Your task
Wherever the string "lines" appears in the records, return the line that holds it.

Supplied records section start

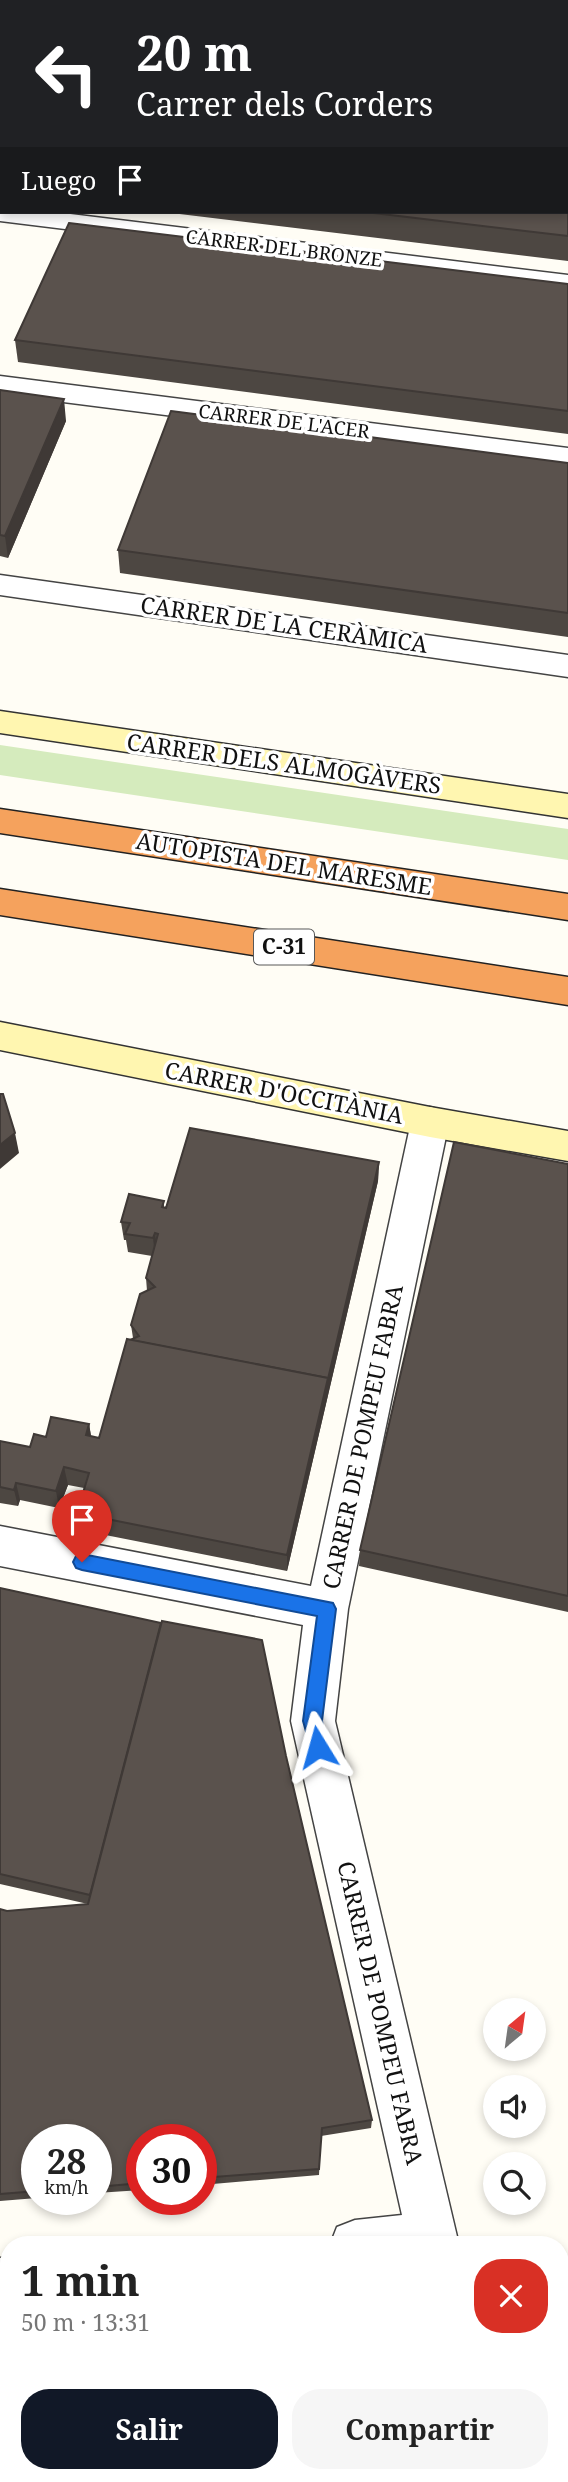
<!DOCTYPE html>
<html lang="es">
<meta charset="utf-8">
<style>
body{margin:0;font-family:"Noto Serif",serif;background:#f6f6f6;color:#222;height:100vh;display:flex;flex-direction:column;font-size:26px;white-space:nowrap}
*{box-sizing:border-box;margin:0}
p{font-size:23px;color:#767676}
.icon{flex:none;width:38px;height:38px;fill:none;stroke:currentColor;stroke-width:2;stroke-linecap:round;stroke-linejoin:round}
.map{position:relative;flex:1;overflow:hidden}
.details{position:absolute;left:0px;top:2236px;width:569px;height:247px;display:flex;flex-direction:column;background:#fff;border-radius:28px 28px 0 0;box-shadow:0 4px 10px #0003}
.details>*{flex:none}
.guide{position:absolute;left:0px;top:0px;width:569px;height:214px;box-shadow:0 4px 10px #0003;background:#202124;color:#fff;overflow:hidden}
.needle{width:46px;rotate:29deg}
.controls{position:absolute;left:483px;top:1998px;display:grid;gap:14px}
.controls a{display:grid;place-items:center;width:63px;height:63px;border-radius:50%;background:#fff;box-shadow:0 4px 10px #0003;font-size:35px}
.speed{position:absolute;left:21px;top:2124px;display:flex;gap:14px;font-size:35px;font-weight:700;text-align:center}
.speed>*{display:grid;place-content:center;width:91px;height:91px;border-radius:50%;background:#fff;box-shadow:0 4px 10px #0003;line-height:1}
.speed small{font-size:18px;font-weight:400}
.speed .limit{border:10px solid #d22;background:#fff;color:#111}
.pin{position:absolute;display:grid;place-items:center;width:60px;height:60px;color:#fff;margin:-72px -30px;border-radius:50% 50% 50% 0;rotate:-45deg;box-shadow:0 0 7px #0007}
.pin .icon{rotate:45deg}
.me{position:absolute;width:77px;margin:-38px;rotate:352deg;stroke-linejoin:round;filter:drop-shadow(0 0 5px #0008)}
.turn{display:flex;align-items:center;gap:24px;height:147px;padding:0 21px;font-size:32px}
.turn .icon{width:91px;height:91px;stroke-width:2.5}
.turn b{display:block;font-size:49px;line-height:60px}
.then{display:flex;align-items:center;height:66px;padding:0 21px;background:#0003;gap:14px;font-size:26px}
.round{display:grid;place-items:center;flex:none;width:74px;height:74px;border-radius:28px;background:#f6f6f6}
.head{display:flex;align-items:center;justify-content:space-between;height:119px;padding:0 21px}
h1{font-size:42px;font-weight:700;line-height:52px}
.primary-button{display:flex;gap:14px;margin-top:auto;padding:14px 21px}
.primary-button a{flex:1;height:80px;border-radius:28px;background:#111827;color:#fff;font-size:28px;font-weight:700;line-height:80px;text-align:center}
.primary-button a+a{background:#f6f6f6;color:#222}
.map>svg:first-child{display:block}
.green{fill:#d5ebbd}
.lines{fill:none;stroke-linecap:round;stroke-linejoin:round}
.street-casing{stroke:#444;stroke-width:3}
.secondary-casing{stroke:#333;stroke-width:3}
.highway-casing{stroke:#222;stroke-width:3}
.street{fill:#fff;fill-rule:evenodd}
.secondary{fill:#fff6b0;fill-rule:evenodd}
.highway{fill:#f5a25d;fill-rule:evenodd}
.wall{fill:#4d4742}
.shaded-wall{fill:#3f3936}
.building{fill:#5a524d;stroke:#3f3936;stroke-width:2}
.route{fill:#1a73e8;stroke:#114b97;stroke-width:2}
.labels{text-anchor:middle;stroke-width:7;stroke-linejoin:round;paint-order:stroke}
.far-street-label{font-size:19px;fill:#111;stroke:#fff}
.shield{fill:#fff;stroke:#585858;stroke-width:2}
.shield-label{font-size:21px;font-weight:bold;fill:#111}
.street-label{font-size:23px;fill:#111;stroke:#fff}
</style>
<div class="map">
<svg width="568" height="2482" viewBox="0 0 568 2482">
<rect width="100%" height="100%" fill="#fffdf5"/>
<polygon class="green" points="0,745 568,829 568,860 0,775"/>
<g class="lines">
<g class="street-casing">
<g id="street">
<polygon points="242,0 279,0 240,2"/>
<polygon points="0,21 2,21 0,36"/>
<polygon points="0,205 2,212 54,212 568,275 568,291 0,221"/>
<polygon points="0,376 568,448 568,466 0,394"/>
<polygon points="0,575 568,655 568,677 0,595"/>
<polygon points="430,1107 443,1111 449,1122 348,1609 335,1721 459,2245 330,2245 337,2227 355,2220 402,2215 291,1721 303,1625 0,1566 0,1526 311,1586 411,1122 417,1111"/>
<polygon points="9,2257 9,2308 0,2308 0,2258"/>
<polygon points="452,2474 506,2474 508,2482 454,2482"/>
</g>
</g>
<g class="secondary-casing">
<g id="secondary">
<polygon points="0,711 568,794 568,818 0,733"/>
<polygon points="0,1022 430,1107 568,1131 568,1161 430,1137 0,1050"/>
</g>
</g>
<g class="highway-casing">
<g id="highway">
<polygon points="0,809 568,894 568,920 0,833"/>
<polygon points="0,889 568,977 568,1005 0,915"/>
</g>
</g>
<use href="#street" class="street"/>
<use href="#secondary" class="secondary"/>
<use href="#highway" class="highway"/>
</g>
<g class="wall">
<polygon points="568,0 568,98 567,98 567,2"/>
<polygon points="0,63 2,64 2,192 0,192"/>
<polygon points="568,127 568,261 163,212 567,212"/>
<polygon points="568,284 568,434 18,362 15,340"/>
<polygon points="0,390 66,421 8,558 0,556"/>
<polygon points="568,463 568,637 120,573 118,550"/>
<polygon points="379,1162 378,1181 287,1571 80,1530 77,1513 84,1488 68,1485 59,1508 20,1500 18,1506 0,1503 0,1441 30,1447 46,1437 89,1424 91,1437 99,1438 130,1340 133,1338 131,1325 147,1291 146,1278 152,1256 128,1252 126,1240 124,1240 121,1222 164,1201 164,1207"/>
<polygon points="568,1164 568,1612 359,1566 360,1550"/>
<polygon points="0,1588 286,1756 372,2120 371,2128 321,2136 319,2175 201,2185 201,2140 142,2140 142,2190 96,2193 96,2140 37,2140 37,2198 0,2201 0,1909 7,1911 88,1904 0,1884"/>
</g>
<g class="shaded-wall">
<polygon points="18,0 92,0 76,2 18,2"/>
<polygon points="64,399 66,421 8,558 5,536"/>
<polygon points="15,1133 19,1153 0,1169 0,1145"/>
<polygon points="379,1162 378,1181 287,1571 287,1555"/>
<polygon points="155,1233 157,1251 155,1256 153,1238"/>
<polygon points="89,1424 92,1441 86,1435"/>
<polygon points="64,1467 68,1485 59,1508 56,1491"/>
<polygon points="16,1483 20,1500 18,1506 14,1490"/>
</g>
<g class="building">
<polygon points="283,0 568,0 568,11 567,11 567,2 267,2"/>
<polygon points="568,13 568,72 567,72 567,14"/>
<polygon points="0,63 2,64 2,75 0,75"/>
<rect x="0" y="75" width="2" height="93"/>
<polygon points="567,140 568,140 568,236 365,212 567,212"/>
<polygon points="69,223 568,284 568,411 15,340"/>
<polygon points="0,390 64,399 5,536 0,535"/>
<polygon points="171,411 568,463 568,613 118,550"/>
<polygon points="0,1094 3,1094 15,1133 0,1145"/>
<polygon points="190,1128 379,1162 328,1379 328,1378 130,1340 139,1336 131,1325 140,1294 155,1287 146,1278 158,1234 155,1233 153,1238 125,1234 130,1223 121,1222 129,1194 164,1201 162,1207 166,1208"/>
<polygon points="454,1142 568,1164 568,1596 360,1550"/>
<polygon points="127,1339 328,1378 287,1555 77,1513 89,1473 64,1467 56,1491 16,1483 14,1490 0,1487 0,1441 30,1447 34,1434 46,1437 51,1417 89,1424 86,1435 99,1438"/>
<polygon points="0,1588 161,1623 90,1895 0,1874"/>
<polygon points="162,1621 262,1640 286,1756 372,2120 322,2128 319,2169 201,2178 201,2140 142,2140 142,2183 96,2187 96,2140 37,2140 37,2191 0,2194 0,1909 7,1911 88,1904"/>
</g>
<polygon class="route" points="82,1554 333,1603 336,1609 322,1721 328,1747 325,1753 318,1756 312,1753 303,1721 317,1616 82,1570 76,1568 73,1562 76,1556"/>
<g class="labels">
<g class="far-street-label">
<text transform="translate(284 248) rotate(7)" y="7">CARRER DEL BRONZE</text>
<text transform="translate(284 421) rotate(7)" y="7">CARRER DE L'ACER</text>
</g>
<rect class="shield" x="254" y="929.5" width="60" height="35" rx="5"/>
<g class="shield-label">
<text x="284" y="954">C-31</text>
</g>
<g class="street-label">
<text transform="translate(284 625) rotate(8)" y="8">CARRER DE LA CERÀMICA</text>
<text transform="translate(284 764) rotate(8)" y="8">CARRER DELS ALMOGÀVERS</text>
<text transform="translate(284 864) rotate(9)" y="8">AUTOPISTA DEL MARESME</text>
<text transform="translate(284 1093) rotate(11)" y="8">CARRER D'OCCITÀNIA</text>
<text transform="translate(363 1437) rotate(-78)" y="8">CARRER DE POMPEU FABRA</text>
<text transform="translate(380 2013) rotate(77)" y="8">CARRER DE POMPEU FABRA</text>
</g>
</g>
</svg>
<div class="controls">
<a><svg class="needle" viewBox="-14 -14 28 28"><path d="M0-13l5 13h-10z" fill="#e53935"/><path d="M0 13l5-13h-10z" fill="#767676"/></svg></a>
<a><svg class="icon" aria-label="sound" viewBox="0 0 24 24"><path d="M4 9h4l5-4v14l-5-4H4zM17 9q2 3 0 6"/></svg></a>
<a><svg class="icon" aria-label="search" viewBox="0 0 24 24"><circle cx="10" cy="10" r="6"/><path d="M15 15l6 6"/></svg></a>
</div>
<div class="speed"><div>28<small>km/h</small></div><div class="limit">30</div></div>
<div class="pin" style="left:82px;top:1562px;background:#d93025"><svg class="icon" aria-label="arrive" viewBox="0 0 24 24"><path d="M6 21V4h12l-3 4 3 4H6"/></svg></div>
<svg class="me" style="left:318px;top:1747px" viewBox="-20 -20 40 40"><path d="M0-17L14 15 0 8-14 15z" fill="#1a73e8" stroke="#fff" stroke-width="4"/></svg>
<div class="guide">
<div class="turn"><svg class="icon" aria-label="left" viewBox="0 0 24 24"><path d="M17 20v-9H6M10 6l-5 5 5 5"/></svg><div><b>20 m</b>Carrer dels Corders</div></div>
<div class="then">Luego<svg class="icon" aria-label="arrive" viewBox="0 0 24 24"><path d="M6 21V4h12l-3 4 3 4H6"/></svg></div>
</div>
<section class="details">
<div class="head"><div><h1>1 min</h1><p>50 m · 13:31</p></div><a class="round" style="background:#d93025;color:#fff"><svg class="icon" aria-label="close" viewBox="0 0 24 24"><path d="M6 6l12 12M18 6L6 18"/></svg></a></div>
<div class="primary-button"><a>Salir</a><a>Compartir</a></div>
</section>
</div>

Supplied records section end

Finished exercise
.lines{fill:none;stroke-linecap:round;stroke-linejoin:round}
<g class="lines">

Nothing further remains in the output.